I went into the subway and spent the ride thinking of Benny Tudino's. Also, I would walk past Carlo's Bake Shop and buy myself a cannoli for all my troubles. Also, after I'd cooled my heels at home for a while, I'd set out on an excursion to find Fiore's, the deli said to have the best homemade mozzarella in Hoboken, if not the world.
I hadn't been inside Carlo's before, but I will again. So many goodies I couldn't decide, but I stuck with my resolve to but one cannoli. ("Cannolo?") The cannoli cones lay empty in the case, dozens of them, some covered in chocolate. I always start with the basics, so I chose one plain one. The young lady behind the counter reached into the refrigerated drawer and pulled out a pastry bag and filled it before my eyes. I vowed to wait until I had gotten home, after the pizza slice, to eat it. A paragon of self-control.
At Benny Tudino's I sprang for pepperoni on my slice, but ordered it extra crispy as I had been instructed to do by Jeff Faria, a Hoboken expert. Excellent!
Then I went home, checked emails and phone messages, and ate my cannoli. It was as good a cannoli as I've ever had. I must confess I haven't had many. But I'm now experienced enough to recommend the Italian treat, especially fresh. Even more especially fresh from Carlo's in Hoboken.
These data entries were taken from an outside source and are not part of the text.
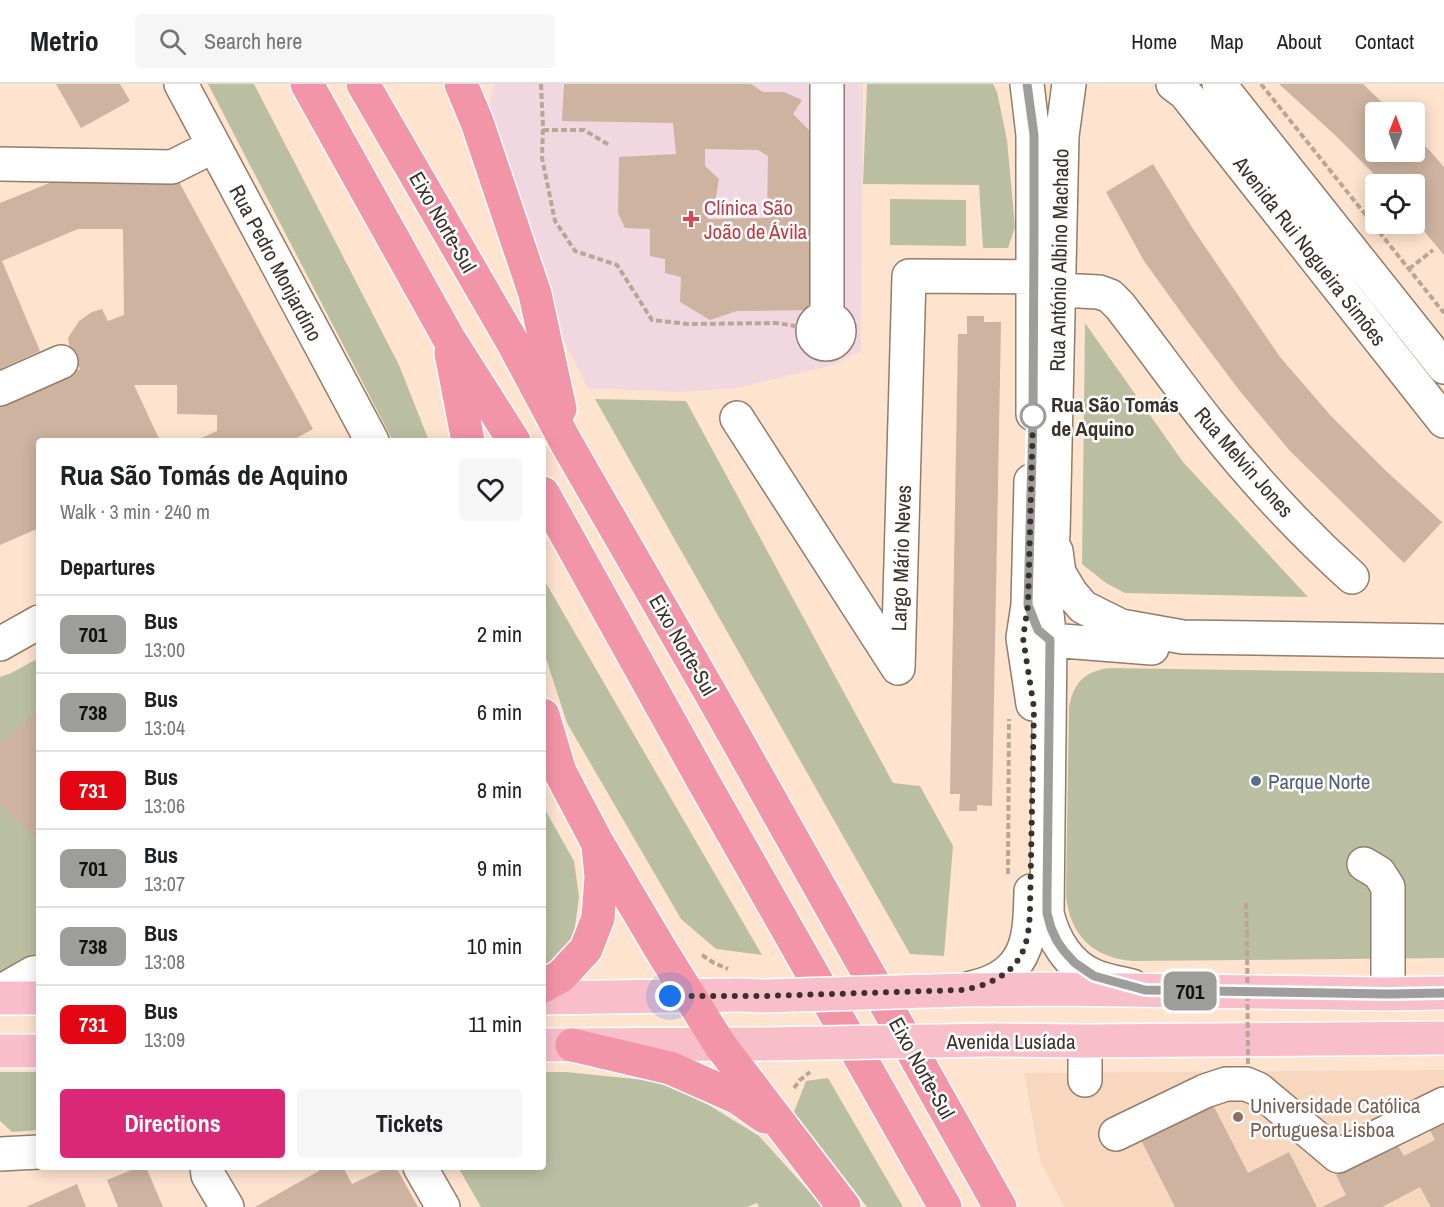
<!DOCTYPE html>
<meta charset="utf-8">
<style>
:root{--surface:#fff;--page:#f6f6f6;--text:#202124;--muted:#757577;--line:#e0e0e0;--accent:#db2777}
body{margin:0;font-family:"Archivo Narrow",sans-serif;background:var(--page);color:var(--text);height:100vh;display:flex;flex-direction:column;font-size:22px;white-space:nowrap}
*{box-sizing:border-box;margin:0}
p{font-size:20px;color:var(--muted)}
.icon{flex:none;width:33px;height:33px;fill:none;stroke:currentColor;stroke-width:2;stroke-linecap:round;stroke-linejoin:round}
.map{position:relative;flex:1;overflow:hidden}
.drawer{position:absolute;left:36px;top:354px;width:510px;height:732px;display:flex;flex-direction:column;background:var(--surface);border-radius:6px;box-shadow:0 3px 15px #0003}
.drawer>*{flex:none}
.badge{padding:0 12px;border-radius:9px;font-size:21px;line-height:39px}
.needle{width:39px;rotate:1deg}
.buttons{position:absolute;left:1365px;top:18px;display:grid;gap:12px}
.buttons a{display:grid;place-items:center;width:60px;height:60px;border-radius:6px;background:var(--surface);box-shadow:0 3px 15px #0003;font-size:30px}
.you{position:absolute;width:30px;height:30px;margin:-15px;border:4px solid #fff;border-radius:50%;background:#1a73e8;box-shadow:0 0 0 9px #1a73e833}
.map>.badge{position:absolute;translate:-50% -50%;box-shadow:0 0 0 3px #fff}
h2{padding:0 24px;font-size:22px;line-height:54px}
.round{display:grid;place-items:center;flex:none;width:63px;height:63px;border-radius:6px;background:var(--page)}
.overview{display:flex;align-items:center;justify-content:space-between;height:102px;padding:0 24px}
h1{font-size:28px;font-weight:800;line-height:45px}
.action{display:flex;gap:12px;margin-top:auto;padding:12px 24px}
.action a{flex:1;height:69px;border-radius:6px;background:var(--accent);color:#fff;font-size:24px;font-weight:800;line-height:69px;text-align:center}
.action a+a{background:var(--page);color:var(--text)}
ul{padding:0;list-style:none}
li{display:flex;align-items:center;gap:18px;height:78px;padding:0 24px;border-top:2px solid var(--line)}
li div{flex:1}
li b{display:block;font-size:22px}
li em{font-style:normal}
li .badge{min-width:66px;font-weight:700;text-align:center}
header{display:flex;align-items:center;gap:36px;box-sizing:border-box;height:84px;padding:0 30px;background:var(--surface);border-bottom:2px solid var(--line)}
header strong{font-size:28px}
nav{display:flex;gap:33px;margin-inline-start:auto;font-size:21px}
.search{width:420px;height:54px;background:var(--page);display:flex;align-items:center;gap:15px;box-sizing:border-box;padding:0 21px;border-radius:6px;color:var(--muted);font-size:22px}
.map>svg:first-child{display:block}
.built{fill:#f7d7bd}
.medical{fill:#f0d7e0}
.green{fill:#bbbfa2}
.building{fill:#cdb3a0;fill-rule:evenodd}
.lines{fill:none;stroke-linecap:round;stroke-linejoin:round}
.minor-casing{stroke:#947c69;stroke-width:36}
.major-casing{stroke:#fff;stroke-width:36}
.highway-casing{stroke:#fff;stroke-width:36}
.path{stroke:#bba696;stroke-width:4;stroke-dasharray:6 3;stroke-linecap:butt}
.minor{stroke:#fff;stroke-width:33}
.major{stroke:#f8bfcb;stroke-width:33}
.highway{stroke:#f395a8;stroke-width:33}
.major-bridge-casing{stroke:#fff;stroke-width:36;stroke-linecap:butt}
.path-bridge{stroke:#bba696;stroke-width:4;stroke-dasharray:6 3;stroke-linecap:butt}
.major-bridge{stroke:#f8bfcb;stroke-width:33}
.line-casing{stroke:#fff;stroke-width:14}
.line{stroke:#9d9d9c;stroke-width:9}
.walk{stroke:#3b3129;stroke-width:6;stroke-dasharray:0 10.8}
.health-dot{fill:#e0444e;stroke:#fff;stroke-width:2}
.stop-dot{fill:#fff;stroke:#9d9d9c;stroke-width:3}
.service-dot{fill:#5c6f8a;stroke:#fff;stroke-width:2}
.education-dot{fill:#8d6e63;stroke:#fff;stroke-width:2}
.labels{text-anchor:middle;dominant-baseline:central;stroke-width:5;stroke-linejoin:round;paint-order:stroke}
.health-label{font-size:21px;fill:#be3a42;stroke:#fff;text-anchor:start}
.street-label{font-size:21px;fill:#3b3129;stroke:#fff}
.stop-label{font-size:21px;font-weight:bold;fill:#3b3129;stroke:#fff;text-anchor:start}
.service-label{font-size:21px;fill:#4e5e75;stroke:#fff;text-anchor:start}
.education-label{font-size:21px;fill:#785e54;stroke:#fff;text-anchor:start}
</style>
<header>
<strong>Metrio</strong>
<div class="search"><svg class="icon" aria-label="search" viewBox="0 0 24 24"><circle cx="10" cy="10" r="6"/><path d="M15 15l6 6"/></svg>Search here</div>
<nav><a>Home</a><a>Map</a><a>About</a><a>Contact</a></nav>
</header>
<div class="map">
<svg width="1444" height="1123" viewBox="0 0 1444 1123">
<rect width="100%" height="100%" fill="#fee3ce"/>
<path class="built" d="M 1444,986 L 1444,1123 L 1064,1123 L 1040,1076 L 1024,989 Z"/>
<path class="medical" d="M 494,0 L 863,0 L 861,267 L 833,281 L 737,304 L 680,308 L 588,304 L 554,236 L 488,33 Z"/>
<path class="green" d="M 208,0 L 254,0 L 399,281 L 429,357 L 393,357 Z
M 867,0 L 993,0 L 997,8 L 1007,56 L 1015,143 L 1008,164 L 983,164 L 979,101 L 863,100 Z
M 890,115 L 966,116 L 966,162 L 890,161 Z
M 1085,239 L 1183,378 L 1308,513 L 1125,509 L 1106,499 L 1082,480 Z
M 595,315 L 686,317 L 893,699 L 920,702 L 953,762 L 944,872 L 910,870 Z
M 543,494 L 762,871 L 716,865 L 681,835 L 567,639 L 543,565 Z
M 39,574 L 39,870 L 31,871 L 0,890 L 0,593 L 11,589 Z
M 1109,584 L 1444,589 L 1444,874 L 1133,877 C 1093,874 1070,851 1066,812 L 1069,623 C 1074,598 1084,588 1109,584 Z
M 543,722 L 574,777 L 579,813 L 574,850 L 564,873 L 543,882 Z
M 0,988 L 39,988 L 39,1046 L 12,1048 L 0,1037 Z
M 543,988 L 566,988 L 673,999 L 759,1052 L 823,1123 L 759,1123 L 757,1119 L 747,1123 L 481,1123 L 458,1083 L 543,1083 Z
M 828,994 L 903,1123 L 867,1123 L 794,1028 L 806,997 Z"/>
<path class="building" d="M 56,0 L 120,0 L 130,17 L 81,44 Z
M 564,0 L 751,0 L 763,8 L 784,8 L 802,16 L 793,30 L 810,47 L 812,143 L 811,226 L 737,227 L 710,236 L 680,218 L 681,193 L 665,189 L 665,175 L 650,172 L 650,145 L 625,144 L 618,129 L 619,73 L 676,70 L 673,39 L 562,37 ZM 705,65 L 758,66 L 768,72 L 767,134 L 708,135 L 707,123 L 716,113 L 719,95 L 705,82 Z
M 1279,0 L 1363,0 L 1392,28 L 1376,28 L 1376,68 L 1414,68 L 1414,51 L 1431,68 L 1444,83 L 1444,171 L 1414,135 L 1414,100 L 1384,100 L 1335,51 Z
M 1153,80 L 1193,145 L 1280,273 L 1331,332 L 1385,386 L 1442,438 L 1404,479 L 1290,367 L 1239,306 L 1191,242 L 1144,177 L 1106,108 Z
M 178,96 L 313,345 L 291,357 L 195,357 L 217,347 L 217,331 L 177,330 L 177,301 L 134,301 L 160,357 L 39,357 L 39,444 L 0,461 L 0,319 L 80,285 L 71,271 L 68,254 L 79,237 L 92,228 L 102,225 L 108,237 L 124,231 L 123,145 L 78,145 L 2,177 L 40,267 L 0,285 L 0,119 L 52,98 Z
M 967,232 L 984,232 L 984,238 L 1001,238 L 992,722 L 977,721 L 977,727 L 959,727 L 960,710 L 950,710 L 958,250 L 967,250 Z
M 39,624 L 39,758 L 0,720 L 0,662 Z
M 1211,1017 L 1248,1089 L 1289,1068 L 1317,1123 L 1175,1123 L 1140,1054 Z
M 1444,1032 L 1444,1123 L 1431,1123 L 1420,1103 L 1382,1123 L 1322,1123 L 1346,1111 L 1336,1091 L 1397,1060 L 1404,1072 L 1435,1056 L 1427,1041 Z
M 139,1083 L 146,1083 L 163,1123 L 118,1123 L 107,1096 Z
M 326,1083 L 343,1083 L 352,1100 L 388,1083 L 396,1083 L 418,1123 L 255,1123 Z
M 77,1100 L 86,1123 L 26,1123 Z"/>
<g class="lines">
<defs>
<path id="minor" d="M 181,0 L 372,357
M 1027,0 L 1033,51 L 1033,330
M 1069,0 L 1062,52 L 1053,451 L 1046,522 L 1050,556 L 1047,829 C 1053,855 1068,881 1094,892 C 1106,897 1119,899 1132,902
M 1173,0 L 1185,9 L 1444,337
M 1219,0 L 1444,283
M 0,80 L 172,83 L 214,62
M 1059,206 L 1099,208 L 1110,212 L 1120,222 C 1151,262 1180,303 1211,342 C 1254,396 1301,447 1352,493
M 827,234 L 827,0
M813 247a13 13 0 1 1 26 0a13 13 0 1 1-26 0Z
M 0,305 L 61,278
M 737,334 L 898,584 L 909,192 L 1034,193
M 1031,397 L 1028,521 L 1023,554 L 1033,620
M 1056,467 L 1059,489 L 1071,509 L 1083,523 L 1121,542 L 1183,553 L 1444,557
M 1035,539 L 1038,546 L 1050,556 L 1152,564
M 0,560 L 39,538
M 1364,780 L 1379,789 L 1388,803 L 1388,910
M 965,906 C 973,903 981,902 988,899 C 1031,883 1030,845 1031,807
M 0,908 L 33,889 L 39,888
M 1085,996 L 1085,957
M 1116,1050 L 1205,1007 L 1226,1000 L 1246,1000 L 1258,1005 L 1338,1072 L 1444,1020
M 0,1070 L 39,1068
M 207,1083 L 208,1091 L 227,1123
M 420,1083 L 443,1123"/>
<path id="major" d="M 963,906 L 1058,905 L 1388,910 L 1444,909
M 0,914 L 39,914
M 543,914 L 738,911
M 992,956 L 1085,957 L 1444,954
M 543,961 L 765,960
M 0,967 L 39,967"/>
<path id="highway" d="M 307,0 L 448,253 L 514,357
M 363,0 L 513,259 L 568,362 L 711,610 L 1000,1123
M 461,0 L 477,38 L 535,210 L 560,325
M 451,269 L 468,357
M 543,409 L 703,697 L 945,1123
M 543,631 L 560,688 L 597,758 L 661,866 L 720,961 L 844,1123
M 543,902 L 561,892 L 586,865 L 598,834 L 601,793 L 598,762
M 572,961 L 670,984 L 738,1014 L 765,1033"/>
</defs>
<use href="#minor" class="minor-casing"/>
<use href="#major" class="major-casing"/>
<use href="#highway" class="highway-casing"/>
<path class="path" d="M 541,0 L 543,42 L 542,74 L 555,137 L 575,167 L 617,181 L 652,236 L 688,240 L 776,239 L 802,243
M 1261,0 L 1444,229
M 543,46 L 584,46 L 609,61
M 1409,185 L 1433,166
M 1008,790 L 1009,635
M 1246,819 L 1247,848
M 794,1004 L 800,996 L 810,988"/>
<use href="#minor" class="minor"/>
<use href="#major" class="major"/>
<use href="#highway" class="highway"/>
<defs>
<path id="major-bridge" d="M 738,911 L 765,912 L 963,906
M 765,960 L 992,956"/>
</defs>
<use href="#major-bridge" class="major-bridge-casing"/>
<path class="path-bridge" d="M 1247,848 L 1248,982
M 702,871 L 714,879 L 728,885"/>
<use href="#major-bridge" class="major-bridge"/>
</g>
<g class="lines">
<defs>
<path id="line" d="M 1027,0 L 1034,51 L 1034,149 L 1033,333 L 1028,521 L 1038,546 L 1050,556 L 1047,810 L 1047,829 L 1051,844 L 1057,857 L 1064,867 L 1075,879 L 1094,892 L 1145,906 L 1388,910 L 1444,909"/>
</defs>
<use href="#line" class="line-casing"/>
<use href="#line" class="line"/>
<path class="walk" d="M 670,912 L 765,912 L 963,906 C 972,904 982,902 990,898 C 1024,883 1029,858 1030,825 L 1034,624 L 1023,554 L 1028,521 L 1033,332"/>
</g>
<path class="health-dot" d="M688 126h6v6h6v6h-6v6h-6v-6h-6v-6h6z"/>
<circle class="stop-dot" cx="1033" cy="332" r="12"/>
<circle class="service-dot" cx="1256" cy="697" r="6"/>
<circle class="education-dot" cx="1238" cy="1033" r="6"/>
<g class="labels">
<g class="health-label">
<text x="704" y="123">Clínica São<tspan x="704" dy="24">João de Ávila</tspan></text>
</g>
<g class="street-label">
<text transform="translate(443 138) rotate(60)">Eixo Norte-Sul</text>
<text transform="translate(1310 167) rotate(52)">Avenida Rui Nogueira Simões</text>
<text transform="translate(1059 176) rotate(-89)">Rua António Albino Machado</text>
<text transform="translate(276 179) rotate(62)">Rua Pedro Monjardino</text>
<text transform="translate(1244 378) rotate(49)">Rua Melvin Jones</text>
<text transform="translate(901 474) rotate(-88)">Largo Mário Neves</text>
<text transform="translate(683 561) rotate(60)">Eixo Norte-Sul</text>
<text x="1011" y="957">Avenida Lusíada</text>
<text transform="translate(922 984) rotate(61)">Eixo Norte-Sul</text>
</g>
<g class="stop-label">
<text x="1051" y="320">Rua São Tomás<tspan x="1051" dy="24">de Aquino</tspan></text>
</g>
<g class="service-label">
<text x="1268" y="697">Parque Norte</text>
</g>
<g class="education-label">
<text x="1250" y="1021">Universidade Católica<tspan x="1250" dy="24">Portuguesa Lisboa</tspan></text>
</g>
</g>
</svg>
<div class="buttons">
<a><svg class="needle" viewBox="-14 -14 28 28"><path d="M0-13l5 13h-10z" fill="#e53935"/><path d="M0 13l5-13h-10z" fill="#757577"/></svg></a>
<a><svg class="icon" aria-label="locate" viewBox="0 0 24 24"><circle cx="12" cy="12" r="6"/><path d="M12 2v4M12 18v4M2 12h4M18 12h4"/></svg></a>
</div>
<div class="you" style="left:670px;top:912px"></div>
<b class="badge" style="left:1190px;top:907px;background:#9d9d9c;color:#111">701</b>
<section class="drawer">
<div class="overview"><div><h1>Rua São Tomás de Aquino</h1><p>Walk · 3 min · 240 m</p></div><a class="round"><svg class="icon" aria-label="heart" viewBox="0 0 24 24"><path d="M12 20l-8-8c-3-5 5-10 8-4 3-6 11-1 8 4z"/></svg></a></div>
<h2>Departures</h2>
<ul>
<li><span class="badge" style="background:#9d9d9c;color:#111">701</span><div><b>Bus</b><p>13:00</p></div><em>2 min</em></li>
<li><span class="badge" style="background:#9d9d9c;color:#111">738</span><div><b>Bus</b><p>13:04</p></div><em>6 min</em></li>
<li><span class="badge" style="background:#e30613;color:#fff">731</span><div><b>Bus</b><p>13:06</p></div><em>8 min</em></li>
<li><span class="badge" style="background:#9d9d9c;color:#111">701</span><div><b>Bus</b><p>13:07</p></div><em>9 min</em></li>
<li><span class="badge" style="background:#9d9d9c;color:#111">738</span><div><b>Bus</b><p>13:08</p></div><em>10 min</em></li>
<li><span class="badge" style="background:#e30613;color:#fff">731</span><div><b>Bus</b><p>13:09</p></div><em>11 min</em></li>
</ul>
<div class="action"><a>Directions</a><a>Tickets</a></div>
</section>
</div>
Then, later, the final project: To try mozzarella from Fiore's. I walked across town on 4th Street, passing the office of a dentist whom I'll go make an appointment with today, and the hospital where I'll go to get names of physicians to sign on with. Then I turned uptown to Fiore's, halfway in the block, and said to the Asian man behind the counter, "I hear you've got good homemade mozzarella here." He pointed out a huge chunk, tied up with a topknot, and I said I'd take half of it. Then I saw some capers on a shelf, and knew I was in need of capers, so I asked how much.
"Fiore!" he called, and a man came from the back.
"How much for these?"
Fiore went to a list and read from it, Petite Capers...$3.25.
I took my mozzarella -- they call it mutz here -- and my capers home, feeling very "in" and very comfortable that I was now in the club for sure.
I have this to report about the remarkable mutz. Fiore's mozzarella is lightly coated with something I always have to add myself -- salt. Its texture is perfectly raggy, with a nice chew, its taste milky. I think it's that coating of crunchy salt that sets it apart and above the usual.
With my day of being lost in Manhattan and finding myself in Hoboken, I was ready for a weekend of barely leaving my apartment. Today it's nice and warm again; it's predicted to go as high at 38° and I'm going to find that dentist.